From the line that contains "M4 1004 126 719 293 356 449 4" to the final line of the entries, return every line exactly and leave out all others.

[Data items]
┄┄┄┄┄┄

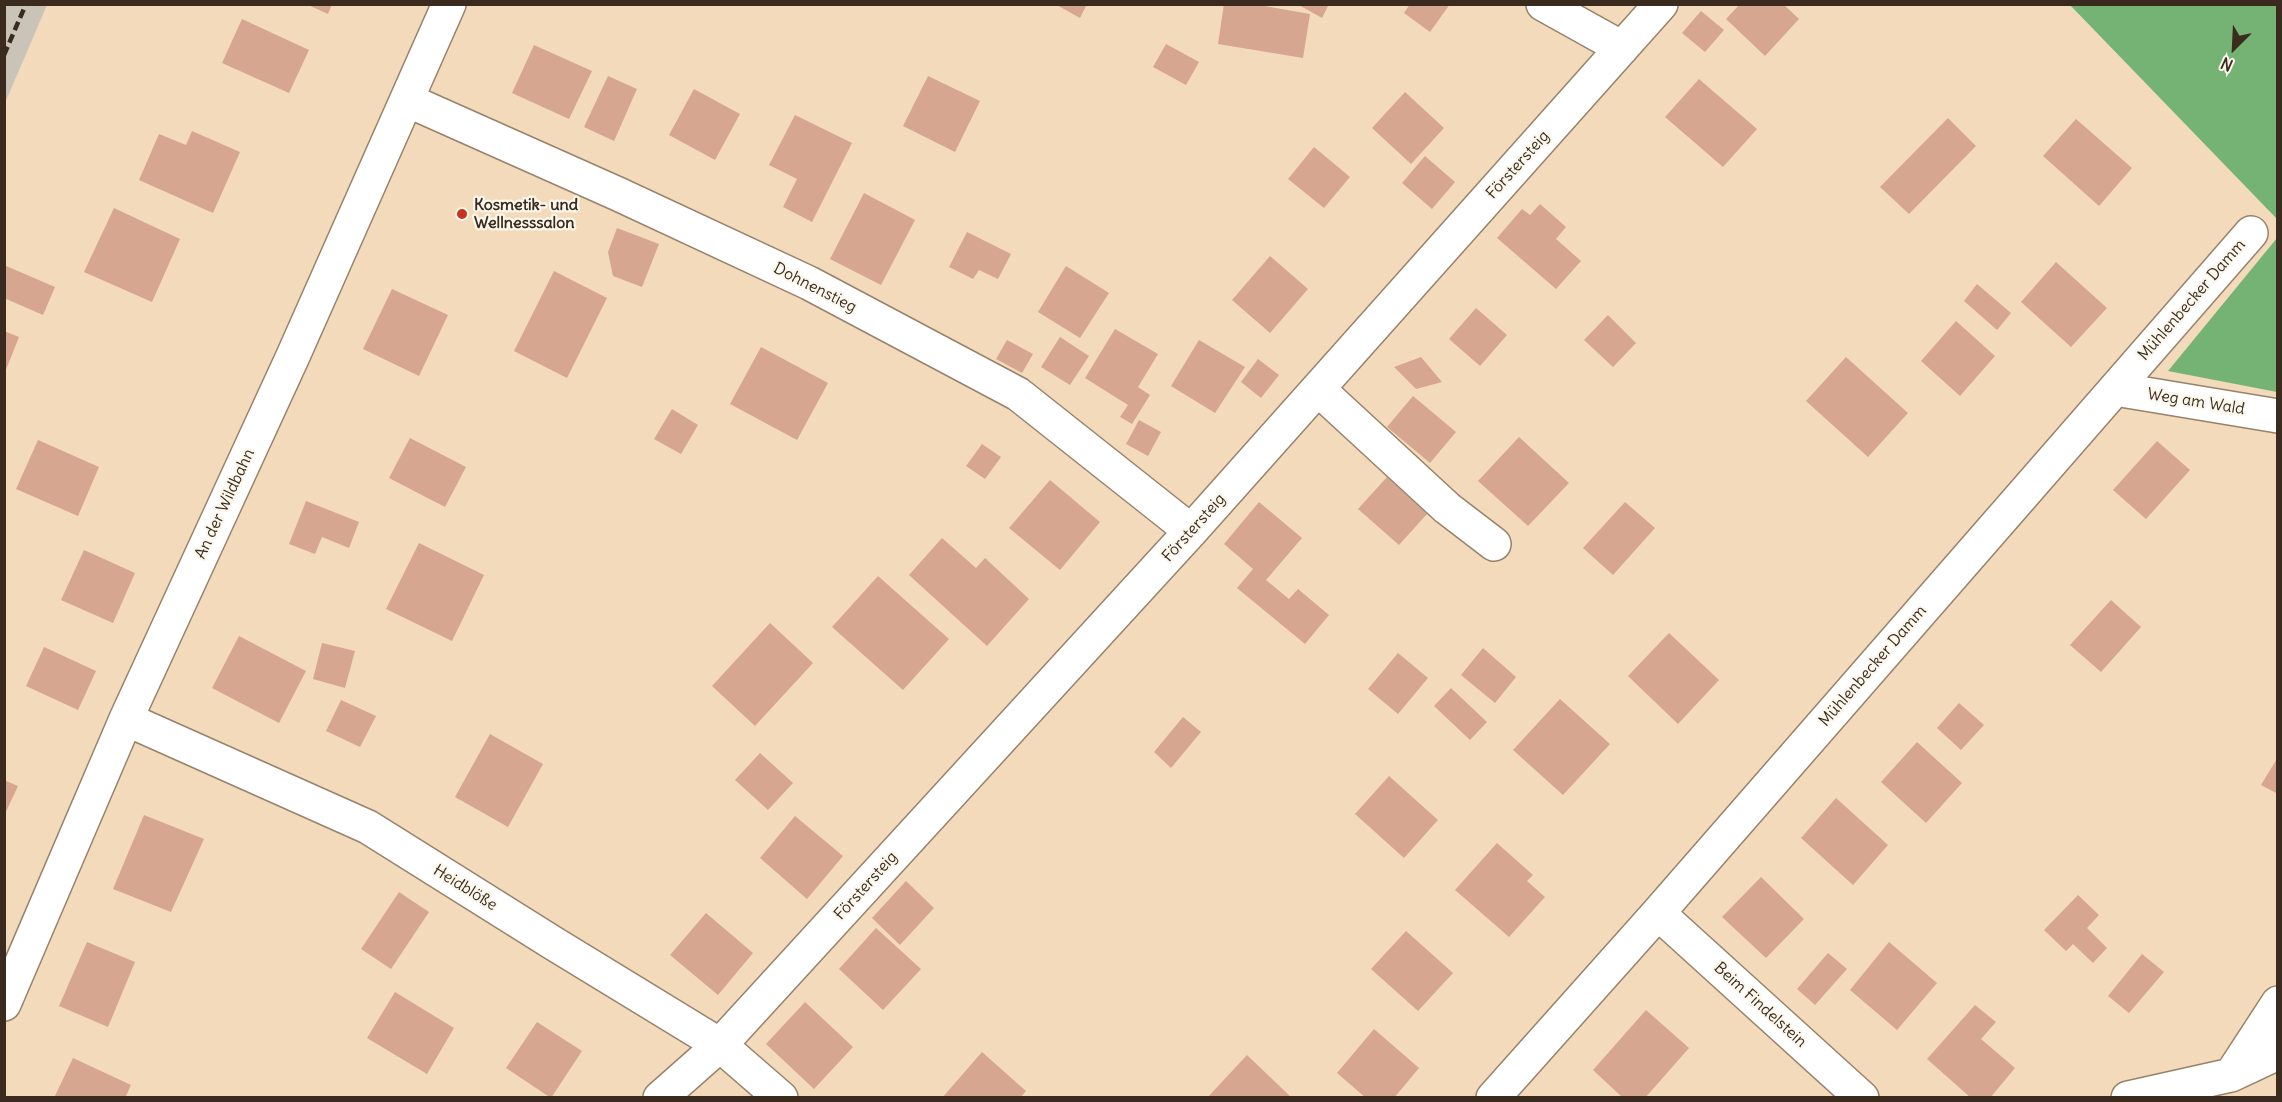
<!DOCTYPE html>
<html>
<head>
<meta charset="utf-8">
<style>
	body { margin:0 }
	#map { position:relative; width:2282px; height:1102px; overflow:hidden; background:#f3dabb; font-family:Delius,sans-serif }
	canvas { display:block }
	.frame { position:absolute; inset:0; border:6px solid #3b2a1e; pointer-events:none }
	.north { position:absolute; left:2204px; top:18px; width:60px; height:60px; -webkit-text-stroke:4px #fbf7ec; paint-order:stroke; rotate:204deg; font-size:16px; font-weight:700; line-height:24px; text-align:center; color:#3b2a1e }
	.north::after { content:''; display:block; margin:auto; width:21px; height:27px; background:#3b2a1e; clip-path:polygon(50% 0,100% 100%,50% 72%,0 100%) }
</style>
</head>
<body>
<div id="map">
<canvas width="2282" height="1102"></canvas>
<div class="frame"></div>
<div class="north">N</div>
</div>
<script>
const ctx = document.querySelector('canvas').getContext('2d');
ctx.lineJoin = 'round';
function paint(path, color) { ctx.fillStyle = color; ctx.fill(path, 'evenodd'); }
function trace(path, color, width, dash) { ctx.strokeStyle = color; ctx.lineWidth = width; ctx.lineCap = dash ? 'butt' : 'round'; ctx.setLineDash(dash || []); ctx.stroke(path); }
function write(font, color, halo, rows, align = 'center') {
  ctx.font = font + ' Delius,sans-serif'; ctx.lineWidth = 4.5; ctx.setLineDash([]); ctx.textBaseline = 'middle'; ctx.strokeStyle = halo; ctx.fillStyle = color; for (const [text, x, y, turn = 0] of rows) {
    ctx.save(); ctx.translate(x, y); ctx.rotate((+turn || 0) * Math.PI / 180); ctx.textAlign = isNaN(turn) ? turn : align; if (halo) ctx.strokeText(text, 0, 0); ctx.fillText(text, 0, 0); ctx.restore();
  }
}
paint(new Path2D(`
	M5 4 47 5 5 103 4 5Z`), '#c9c3b8');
paint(new Path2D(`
	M2070 5H2277V219Z
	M2277 238V392L2168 371Z`), '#75b374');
paint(new Path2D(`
	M306 4H332L328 14Z
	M1055 4H1087L1080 18Z
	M1224 4H1253L1310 14 1303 58 1218 44Z
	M1297 4H1329L1322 18Z
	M1410 4H1450L1430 32 1404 13Z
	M1740 4H1783L1799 19 1765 56 1726 19Z
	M1701 11 1724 30 1705 52 1682 33Z
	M242 19 309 50 289 93 222 63Z
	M1166 44 1199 62 1186 85 1153 67Z
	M534 45 592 71 569 119 512 93Z
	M608 76 637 89 614 141 584 127Z
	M928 76 980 101 955 152 903 126Z
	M1699 79 1757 129 1723 167 1665 117Z
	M694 89 740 114 715 160 669 135Z
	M1405 92 1444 128 1411 164 1372 128Z
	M795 115 852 143 812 222 783 207 797 179 769 165Z
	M1948 118 1976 146 1909 214 1880 187Z
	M2076 119 2132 168 2099 206 2043 156Z
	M192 131 240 152 213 213 139 180 159 134 186 145Z
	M1314 147 1350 177 1324 208 1288 179Z
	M1425 156 1455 182 1432 209 1402 183Z
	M864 193 915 220 881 285 830 259Z
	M1540 204 1566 227 1556 239 1581 261 1556 289 1497 238 1522 209 1530 215Z
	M114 208 180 239 152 302 84 272Z
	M617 228 659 244 642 287 613 276 608 252Z
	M967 232 1011 254 998 279 979 270 973 279 949 267Z
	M1270 256 1308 289 1270 333 1232 300Z
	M2056 262 2107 308 2071 347 2021 302Z
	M4 265 55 287 43 315 4 298Z
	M1066 266 1109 293 1080 338 1038 312Z
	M554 271 607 298 567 378 514 351Z
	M1977 284 2011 313 1997 330 1964 301Z
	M392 289 448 315 419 376 363 349Z
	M1476 308 1507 335 1480 366 1449 339Z
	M1608 315 1636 343 1613 367 1584 340Z
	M1956 321 1995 356 1960 396 1921 361Z
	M1115 329 1158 354 1138 387 1150 395 1132 424 1120 417 1128 405 1085 378Z
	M4 331 19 337 5 372H4Z
	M1060 337 1089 356 1070 385 1041 367Z
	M1007 340 1033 354 1022 373 996 359Z
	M1199 340 1245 367 1215 413 1171 386Z
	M761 347 828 383 797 440 730 404Z
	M1421 357 1442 382 1416 389 1394 367Z
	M1846 357 1908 413 1868 457 1806 401Z
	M1258 359 1279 375 1261 398 1241 382Z
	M1413 396 1456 432 1430 463 1387 427Z
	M672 409 698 425 681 454 654 439Z
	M1139 420 1161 432 1148 456 1126 444Z
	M1519 437 1569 483 1528 526 1478 481Z
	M410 438 466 467 445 507 389 478Z
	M38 440 99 467 78 516 16 489Z
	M2157 441 2190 470 2146 519 2113 490Z
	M982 444 1001 457 985 479 966 466Z
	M1387 477 1427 514 1399 545 1358 509Z
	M1050 480 1100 522 1060 570 1009 528Z
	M306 501 359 522 349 548 322 537 315 554 289 544Z
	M1259 502 1302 538 1266 580 1289 599 1298 589 1329 615 1305 644 1237 588 1253 569 1224 544Z
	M1625 502 1655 528 1613 575 1583 548Z
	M942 538 976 568 985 558 1029 599 987 646 909 575Z
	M419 543 484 575 452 641 386 609Z
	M84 550 135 573 113 623 61 600Z
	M878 576 949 639 903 690 832 627Z
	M2111 600 2141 627 2101 672 2070 645Z
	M770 623 813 663 755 726 712 686Z
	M1669 633 1719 680 1678 724 1628 676Z
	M239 636 306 671 279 723 212 688Z
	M322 643 355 651 345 688 313 679Z
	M44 647 96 671 78 710 26 686Z
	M1483 648 1516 677 1495 703 1461 675Z
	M1398 653 1428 678 1398 714 1368 689Z
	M1451 688 1487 722 1470 740 1434 706Z
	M1560 699 1610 744 1563 795 1513 750Z
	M341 700 376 716 360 747 326 731Z
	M1959 703 1984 725 1961 750 1937 728Z
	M1183 717 1201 732 1171 768 1154 752Z
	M490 734 543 764 508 827 455 797Z
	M1917 742 1962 783 1926 823 1881 782Z
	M760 753 793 783 768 810 735 780Z
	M2278 757V794L2261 785Z
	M1389 776 1438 820 1404 858 1355 814Z
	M4 780 18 786 4 816Z
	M1836 798 1888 845 1853 885 1801 838Z
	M144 815 204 839 171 912 113 889Z
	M795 816 843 856 807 899 760 858Z
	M1497 843 1533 875 1527 881 1545 897 1509 937 1455 890Z
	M1761 877 1804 919 1766 958 1722 917Z
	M906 881 934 908 900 945 872 918Z
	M399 892 429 912 391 969 361 949Z
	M2078 895 2099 915 2087 928 2107 948 2093 963 2073 944 2066 951 2044 930Z
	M706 913 753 953 718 995 670 955Z
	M876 928 921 969 883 1010 839 969Z
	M1406 931 1453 973 1418 1011 1371 969Z
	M87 942 135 962 108 1027 59 1006Z
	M1889 942 1937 983 1897 1030 1850 990Z
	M1828 953 1847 969 1815 1005 1797 989Z
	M2142 954 2164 972 2129 1013 2108 996Z
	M395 992 454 1028 427 1074 367 1038Z
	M805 1002 853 1047 814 1089 766 1044Z
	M1975 1005 1996 1022 1981 1039 2015 1068 1990 1098H1971L1927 1059Z
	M1646 1010 1689 1048 1645 1098H1623L1593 1070Z
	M537 1022 582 1051 551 1098 506 1068Z
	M1374 1029 1419 1068 1394 1098H1366L1337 1073Z
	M982 1052 1026 1091 1020 1098H942Z
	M1247 1055 1292 1098H1207Z
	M73 1058 131 1085 125 1098H54Z`), '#d6a690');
const minor = new Path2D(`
	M1543 4 1622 48
	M407 100 618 194 809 283 1018 394 1191 531
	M1318 389 1447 508 1494 544
	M2115 389 2278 416
	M126 719 368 827 553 943 720 1045 781 1098
	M1658 913 1862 1098
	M4 1004 126 719 293 356 449 4
	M2231 1075 2278 1003
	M660 1098 720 1045 1191 531 1661 4
	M1493 1098 1658 913 2251 233
	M2128 1098 2231 1075 2278 1053`);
trace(minor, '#97826c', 36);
trace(minor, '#fff', 33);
trace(new Path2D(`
	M4 55 26 4`), '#3b2a1e', 4.5, [9, 4.5]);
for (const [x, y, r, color] of [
	[462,214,6,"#c8321e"]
]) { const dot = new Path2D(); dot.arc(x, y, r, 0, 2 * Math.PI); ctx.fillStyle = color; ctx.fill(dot); trace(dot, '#fbf7ec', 2); }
write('16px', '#3b2a1e', '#fbf7ec', [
	["Förstersteig",1518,165,-48],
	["Dohnenstieg",815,288,27],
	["Mühlenbecker Damm",2192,300,-49],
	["Weg am Wald",2196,402,9],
	["An der Wildbahn",225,504,-65],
	["Förstersteig",1194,528,-48],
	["Mühlenbecker Damm",1873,666,-49],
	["Förstersteig",866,886,-48],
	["Heidblöße",465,888,32],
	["Beim Findelstein",1760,1005,42]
]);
write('bold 16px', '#3b2a1e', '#fbf7ec', [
	["Kosmetik- und",474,205],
	["Wellnesssalon",474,223]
], 'left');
</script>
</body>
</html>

┄┄┄┄┄┄

**THE COMPLETED TASK:**
	M4 1004 126 719 293 356 449 4
	M2231 1075 2278 1003
	M660 1098 720 1045 1191 531 1661 4
	M1493 1098 1658 913 2251 233
	M2128 1098 2231 1075 2278 1053`);
trace(minor, '#97826c', 36);
trace(minor, '#fff', 33);
trace(new Path2D(`
	M4 55 26 4`), '#3b2a1e', 4.5, [9, 4.5]);
for (const [x, y, r, color] of [
	[462,214,6,"#c8321e"]
]) { const dot = new Path2D(); dot.arc(x, y, r, 0, 2 * Math.PI); ctx.fillStyle = color; ctx.fill(dot); trace(dot, '#fbf7ec', 2); }
write('16px', '#3b2a1e', '#fbf7ec', [
	["Förstersteig",1518,165,-48],
	["Dohnenstieg",815,288,27],
	["Mühlenbecker Damm",2192,300,-49],
	["Weg am Wald",2196,402,9],
	["An der Wildbahn",225,504,-65],
	["Förstersteig",1194,528,-48],
	["Mühlenbecker Damm",1873,666,-49],
	["Förstersteig",866,886,-48],
	["Heidblöße",465,888,32],
	["Beim Findelstein",1760,1005,42]
]);
write('bold 16px', '#3b2a1e', '#fbf7ec', [
	["Kosmetik- und",474,205],
	["Wellnesssalon",474,223]
], 'left');
</script>
</body>
</html>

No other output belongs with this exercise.